Progression-free Survival after Second Line of Therapy for Metastatic Clear Cell Renal Cell Carcinoma in Patients Treated with First-line Immunotherapy Combinations - Beyond the Abstract

Contemporary immuno-oncology (IO) and tyrosine kinase inhibitor (TKI)-based therapies have revolutionized the clinical management of metastatic clear cell renal cell carcinoma (ccRCC). Ipilimumab with nivolumab (IO/IO), as well as several combinations of vascular endothelial growth factor receptor (VEGFR)-targeting TKIs with IO agents (TKI/IO) are approved by the US Food and Drug Administration (FDA) for use in the first-line setting.1 Additionally, VEGFR TKIs are widely employed in the second-line setting for metastatic ccRCC.1 Deciding between first-line IO/IO or TKI/IO approaches represents a key clinical decision in the management of ccRCC; however, these approaches have not been directly compared, and physicians currently rely on a constellation of clinical factors to guide recommendation of one approach over the other.2 Furthermore, it is unknown whether patients who do not respond to first-line IO/IO can salvage long-term survival by receiving a TKI in the second-line setting.

Thanks to these modern regimens, expected patient survival upon initiation of therapy for metastatic ccRCC approaches 55 months or more,3,4 and multiple efficacious options are available to patients in the first- and second-line setting. However, in the phase III clinical trials leading to their FDA approval, IO/IO and TKI/IO combinations were compared with sunitinib monotherapy rather than with other contemporary IO-based regimens, and not all of the studies were universally designed to prospectively assess outcomes on subsequent therapies.5-9 The impact of initial therapy on second-line and long-term outcomes is therefore poorly understood. Consequently, in addition to the challenge of selecting IO/IO versus TKI/IO for first-line therapy, rising challenges in the field include optimal therapeutic sequencing and identification of clinical trial endpoints that are feasible to obtain and reflective of real-world, long-term patient outcomes.
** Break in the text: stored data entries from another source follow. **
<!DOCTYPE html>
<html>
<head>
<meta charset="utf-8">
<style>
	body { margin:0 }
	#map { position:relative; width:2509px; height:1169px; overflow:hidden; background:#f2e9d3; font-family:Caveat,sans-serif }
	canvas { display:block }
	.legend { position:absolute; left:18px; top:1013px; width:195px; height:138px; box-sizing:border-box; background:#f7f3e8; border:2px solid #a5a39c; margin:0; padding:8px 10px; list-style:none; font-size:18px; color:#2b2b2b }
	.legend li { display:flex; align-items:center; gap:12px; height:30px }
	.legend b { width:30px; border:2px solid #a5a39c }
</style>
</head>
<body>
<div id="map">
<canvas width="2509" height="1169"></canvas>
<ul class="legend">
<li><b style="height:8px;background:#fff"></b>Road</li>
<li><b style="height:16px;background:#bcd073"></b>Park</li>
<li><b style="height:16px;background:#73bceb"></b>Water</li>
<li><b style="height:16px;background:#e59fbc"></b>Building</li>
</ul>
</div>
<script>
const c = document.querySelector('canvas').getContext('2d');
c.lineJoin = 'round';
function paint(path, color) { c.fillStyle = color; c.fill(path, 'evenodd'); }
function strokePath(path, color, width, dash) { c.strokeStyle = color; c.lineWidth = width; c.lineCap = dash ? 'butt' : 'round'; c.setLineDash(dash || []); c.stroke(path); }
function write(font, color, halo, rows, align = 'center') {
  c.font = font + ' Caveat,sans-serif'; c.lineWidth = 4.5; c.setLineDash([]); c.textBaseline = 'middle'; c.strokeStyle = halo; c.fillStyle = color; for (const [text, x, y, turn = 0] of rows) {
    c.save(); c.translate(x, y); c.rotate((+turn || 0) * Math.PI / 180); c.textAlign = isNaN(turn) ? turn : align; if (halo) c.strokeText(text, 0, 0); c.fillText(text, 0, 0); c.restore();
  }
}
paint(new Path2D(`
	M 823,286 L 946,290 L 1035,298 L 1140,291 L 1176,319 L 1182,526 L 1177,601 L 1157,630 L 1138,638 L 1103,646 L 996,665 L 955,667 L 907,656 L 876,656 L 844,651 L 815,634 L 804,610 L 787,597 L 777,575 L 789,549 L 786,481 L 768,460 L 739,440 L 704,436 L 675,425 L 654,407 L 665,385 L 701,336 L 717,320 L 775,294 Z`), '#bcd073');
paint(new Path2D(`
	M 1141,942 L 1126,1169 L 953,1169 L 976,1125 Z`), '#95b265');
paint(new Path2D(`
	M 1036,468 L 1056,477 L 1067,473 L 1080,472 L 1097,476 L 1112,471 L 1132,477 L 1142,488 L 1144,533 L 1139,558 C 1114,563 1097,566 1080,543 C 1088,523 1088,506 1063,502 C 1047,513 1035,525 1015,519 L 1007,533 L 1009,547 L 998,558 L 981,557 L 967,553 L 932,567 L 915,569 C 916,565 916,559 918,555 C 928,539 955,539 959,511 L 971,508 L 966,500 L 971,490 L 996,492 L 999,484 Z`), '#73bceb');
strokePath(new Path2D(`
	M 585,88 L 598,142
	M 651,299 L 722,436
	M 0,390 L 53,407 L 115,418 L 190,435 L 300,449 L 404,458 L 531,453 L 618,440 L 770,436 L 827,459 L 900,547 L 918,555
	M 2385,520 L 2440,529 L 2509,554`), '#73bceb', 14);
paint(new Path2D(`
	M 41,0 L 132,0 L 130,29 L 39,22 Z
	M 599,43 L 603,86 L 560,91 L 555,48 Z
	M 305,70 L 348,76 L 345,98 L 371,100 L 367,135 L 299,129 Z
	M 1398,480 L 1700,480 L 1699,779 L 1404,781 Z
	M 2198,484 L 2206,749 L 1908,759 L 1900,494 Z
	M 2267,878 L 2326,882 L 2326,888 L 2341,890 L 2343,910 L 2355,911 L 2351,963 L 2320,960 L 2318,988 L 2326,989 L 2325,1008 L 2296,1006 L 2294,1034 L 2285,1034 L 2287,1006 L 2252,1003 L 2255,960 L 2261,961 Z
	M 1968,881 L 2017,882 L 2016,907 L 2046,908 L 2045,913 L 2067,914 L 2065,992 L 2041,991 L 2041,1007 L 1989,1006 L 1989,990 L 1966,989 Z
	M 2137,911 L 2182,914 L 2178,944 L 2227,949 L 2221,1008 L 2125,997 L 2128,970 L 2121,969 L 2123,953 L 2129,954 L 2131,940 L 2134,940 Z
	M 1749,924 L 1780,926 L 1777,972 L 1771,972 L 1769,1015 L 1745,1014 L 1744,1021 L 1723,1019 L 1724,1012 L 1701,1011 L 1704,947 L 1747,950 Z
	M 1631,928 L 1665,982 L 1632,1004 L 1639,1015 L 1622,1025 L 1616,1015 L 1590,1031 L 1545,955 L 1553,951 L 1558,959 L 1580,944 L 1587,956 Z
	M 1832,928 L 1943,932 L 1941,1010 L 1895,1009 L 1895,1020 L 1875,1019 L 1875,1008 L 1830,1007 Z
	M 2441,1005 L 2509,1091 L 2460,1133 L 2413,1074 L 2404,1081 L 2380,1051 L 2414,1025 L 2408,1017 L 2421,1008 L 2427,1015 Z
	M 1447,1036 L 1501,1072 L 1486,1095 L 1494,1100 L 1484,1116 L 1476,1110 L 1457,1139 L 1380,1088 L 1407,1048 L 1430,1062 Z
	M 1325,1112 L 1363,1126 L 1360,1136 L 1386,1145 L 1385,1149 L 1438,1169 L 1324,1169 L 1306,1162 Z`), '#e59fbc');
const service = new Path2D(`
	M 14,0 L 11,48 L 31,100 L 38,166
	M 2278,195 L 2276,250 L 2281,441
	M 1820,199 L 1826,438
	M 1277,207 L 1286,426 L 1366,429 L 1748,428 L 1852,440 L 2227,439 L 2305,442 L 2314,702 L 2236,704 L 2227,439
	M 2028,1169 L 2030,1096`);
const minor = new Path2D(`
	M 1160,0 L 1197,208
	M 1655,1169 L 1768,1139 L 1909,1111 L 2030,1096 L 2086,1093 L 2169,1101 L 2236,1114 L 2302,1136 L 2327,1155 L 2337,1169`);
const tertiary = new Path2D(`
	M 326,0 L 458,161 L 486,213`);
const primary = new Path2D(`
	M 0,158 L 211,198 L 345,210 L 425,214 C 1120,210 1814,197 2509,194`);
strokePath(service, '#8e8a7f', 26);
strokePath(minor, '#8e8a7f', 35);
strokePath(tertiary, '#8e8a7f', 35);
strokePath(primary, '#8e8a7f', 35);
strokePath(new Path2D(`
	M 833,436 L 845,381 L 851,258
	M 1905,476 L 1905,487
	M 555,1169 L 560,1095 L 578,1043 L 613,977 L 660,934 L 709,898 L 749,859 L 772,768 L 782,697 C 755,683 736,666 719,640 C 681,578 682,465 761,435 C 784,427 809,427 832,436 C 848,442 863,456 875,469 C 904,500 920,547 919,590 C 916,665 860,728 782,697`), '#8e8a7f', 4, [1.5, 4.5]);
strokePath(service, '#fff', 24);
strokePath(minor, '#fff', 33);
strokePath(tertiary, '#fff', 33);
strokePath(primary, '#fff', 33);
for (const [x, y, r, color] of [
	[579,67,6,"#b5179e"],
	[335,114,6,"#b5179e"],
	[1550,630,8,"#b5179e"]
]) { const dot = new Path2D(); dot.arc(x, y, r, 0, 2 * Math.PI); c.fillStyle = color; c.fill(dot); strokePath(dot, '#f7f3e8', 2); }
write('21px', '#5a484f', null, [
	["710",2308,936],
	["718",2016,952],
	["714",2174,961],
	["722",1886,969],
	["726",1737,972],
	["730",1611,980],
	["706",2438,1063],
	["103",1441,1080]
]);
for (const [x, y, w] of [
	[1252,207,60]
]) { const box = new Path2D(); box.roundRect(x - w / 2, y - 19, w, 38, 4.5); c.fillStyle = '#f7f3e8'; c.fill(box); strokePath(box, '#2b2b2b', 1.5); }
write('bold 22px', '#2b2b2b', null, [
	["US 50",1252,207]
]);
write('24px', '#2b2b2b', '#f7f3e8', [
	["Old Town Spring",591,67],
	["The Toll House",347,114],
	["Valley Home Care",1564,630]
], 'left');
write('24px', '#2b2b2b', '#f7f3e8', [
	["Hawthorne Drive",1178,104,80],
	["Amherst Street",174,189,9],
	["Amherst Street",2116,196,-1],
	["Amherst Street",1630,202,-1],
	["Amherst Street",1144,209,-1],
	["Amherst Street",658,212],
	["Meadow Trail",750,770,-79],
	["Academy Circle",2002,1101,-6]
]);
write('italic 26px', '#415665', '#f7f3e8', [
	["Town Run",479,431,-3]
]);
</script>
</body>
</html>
Progression-free survival after second line of therapy (PFS-2) is an endpoint that incorporates outcomes on two consecutive lines of therapy, and has been shown to be a superior surrogate for overall survival compared with progression-free survival (PFS) or objective response rate (ORR).10 PFS-2 is a particularly useful endpoint in RCC as it may better reflect the increasing overall survival seen in patients with newly diagnosed metastatic disease, and can be used to compare outcomes for different therapeutic sequences.

We performed a retrospective comparison of PFS-2 in 173 patients with metastatic ccRCC who were treated at a single institution (Memorial Sloan Kettering Cancer Center) with first-line IO/IO versus TKI/IO. Patients with ccRCC who initiated treatment with a contemporary IO-based combination between 1/1/2014 - 12/31/2020 were eligible for inclusion, and PFS-2 was defined as time from start of first-line therapy to second objective disease progression or death from any cause; patients were otherwise censored at the time of last scan prior to the 12/31/2020 data cutoff date. Propensity score for receipt of treatment was calculated based on predictors including IMDC or MSKCC risk category, presence of sarcomatoid features, age, sex, and other baseline clinical factors, and adjusted restricted mean survival time (RMST) was reported for PFS-2. The RMST model was favored over the Cox proportional hazards model for adjusted survival estimates because the data violated the proportional hazards assumption.

After adjusting for propensity score, RMST for PFS-2 was 33 months for the TKI/IO group versus 30 months for the IO/IO group (difference 2.6 months; 95% CI: -2.6, 7.9; p=0.3). We concluded that our findings do not support a change in the current utilization practices for IO/IO and TKI/IO treatment strategies, whereby a multifactorial clinical stratification approach is used to guide treatment recommendations for individual patients.

Nevertheless, first-line therapeutic selection strategies can and should be improved. In this real-world cohort whose outcomes represent the results of regimen selection via clinical stratification, over 25% of patients experienced primary progression of disease as their best response to first-line therapy. Continued efforts towards identifying predictive biomarkers for response to IO/IO or TKI/IO therapies are therefore essential.